What the task asks: Reproduce the records below exactly, but only between the lines holding "Read the street" and "Summarize the content", inclusive.

Exercise materials:
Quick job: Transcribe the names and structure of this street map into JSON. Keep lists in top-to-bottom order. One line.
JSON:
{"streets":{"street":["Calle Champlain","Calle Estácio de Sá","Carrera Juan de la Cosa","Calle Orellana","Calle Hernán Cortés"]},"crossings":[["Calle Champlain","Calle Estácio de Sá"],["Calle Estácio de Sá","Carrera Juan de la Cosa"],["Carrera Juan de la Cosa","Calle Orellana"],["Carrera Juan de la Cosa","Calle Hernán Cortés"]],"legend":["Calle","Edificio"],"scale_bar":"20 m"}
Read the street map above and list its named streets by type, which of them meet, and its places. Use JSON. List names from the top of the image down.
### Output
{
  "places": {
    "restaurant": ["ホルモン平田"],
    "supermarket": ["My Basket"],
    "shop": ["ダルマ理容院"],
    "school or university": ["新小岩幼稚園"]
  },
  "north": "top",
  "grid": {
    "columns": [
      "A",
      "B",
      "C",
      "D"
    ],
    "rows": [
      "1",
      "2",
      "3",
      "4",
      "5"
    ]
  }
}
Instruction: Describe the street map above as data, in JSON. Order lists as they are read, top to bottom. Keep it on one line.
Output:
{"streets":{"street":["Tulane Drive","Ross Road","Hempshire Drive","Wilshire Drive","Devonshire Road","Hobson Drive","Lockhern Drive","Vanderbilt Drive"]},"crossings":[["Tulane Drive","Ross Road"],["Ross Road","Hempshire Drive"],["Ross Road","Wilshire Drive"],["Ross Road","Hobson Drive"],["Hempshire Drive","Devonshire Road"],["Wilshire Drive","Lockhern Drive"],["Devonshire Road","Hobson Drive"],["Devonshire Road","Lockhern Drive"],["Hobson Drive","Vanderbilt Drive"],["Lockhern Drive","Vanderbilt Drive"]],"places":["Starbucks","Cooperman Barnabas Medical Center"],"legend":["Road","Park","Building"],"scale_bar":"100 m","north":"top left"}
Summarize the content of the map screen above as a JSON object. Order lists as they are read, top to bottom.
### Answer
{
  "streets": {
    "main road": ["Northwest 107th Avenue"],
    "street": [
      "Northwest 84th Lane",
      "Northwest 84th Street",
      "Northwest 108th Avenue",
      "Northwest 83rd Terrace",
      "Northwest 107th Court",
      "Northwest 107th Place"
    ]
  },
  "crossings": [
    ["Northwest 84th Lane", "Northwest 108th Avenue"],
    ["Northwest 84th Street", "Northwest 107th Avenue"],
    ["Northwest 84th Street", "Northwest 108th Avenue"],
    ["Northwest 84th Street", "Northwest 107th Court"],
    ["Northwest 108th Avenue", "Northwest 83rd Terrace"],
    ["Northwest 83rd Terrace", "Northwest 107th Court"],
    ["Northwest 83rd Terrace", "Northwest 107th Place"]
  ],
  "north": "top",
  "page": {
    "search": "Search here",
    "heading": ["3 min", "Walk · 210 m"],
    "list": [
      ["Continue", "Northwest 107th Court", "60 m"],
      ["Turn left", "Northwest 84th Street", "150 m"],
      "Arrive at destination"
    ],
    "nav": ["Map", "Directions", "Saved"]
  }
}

Written solution:
Read the street map above and list its named streets by type, which of them meet, and its places. Use JSON. List names from the top of the image down.
### Output
{
  "places": {
    "restaurant": ["ホルモン平田"],
    "supermarket": ["My Basket"],
    "shop": ["ダルマ理容院"],
    "school or university": ["新小岩幼稚園"]
  },
  "north": "top",
  "grid": {
    "columns": [
      "A",
      "B",
      "C",
      "D"
    ],
    "rows": [
      "1",
      "2",
      "3",
      "4",
      "5"
    ]
  }
}
Instruction: Describe the street map above as data, in JSON. Order lists as they are read, top to bottom. Keep it on one line.
Output:
{"streets":{"street":["Tulane Drive","Ross Road","Hempshire Drive","Wilshire Drive","Devonshire Road","Hobson Drive","Lockhern Drive","Vanderbilt Drive"]},"crossings":[["Tulane Drive","Ross Road"],["Ross Road","Hempshire Drive"],["Ross Road","Wilshire Drive"],["Ross Road","Hobson Drive"],["Hempshire Drive","Devonshire Road"],["Wilshire Drive","Lockhern Drive"],["Devonshire Road","Hobson Drive"],["Devonshire Road","Lockhern Drive"],["Hobson Drive","Vanderbilt Drive"],["Lockhern Drive","Vanderbilt Drive"]],"places":["Starbucks","Cooperman Barnabas Medical Center"],"legend":["Road","Park","Building"],"scale_bar":"100 m","north":"top left"}
Summarize the content of the map screen above as a JSON object. Order lists as they are read, top to bottom.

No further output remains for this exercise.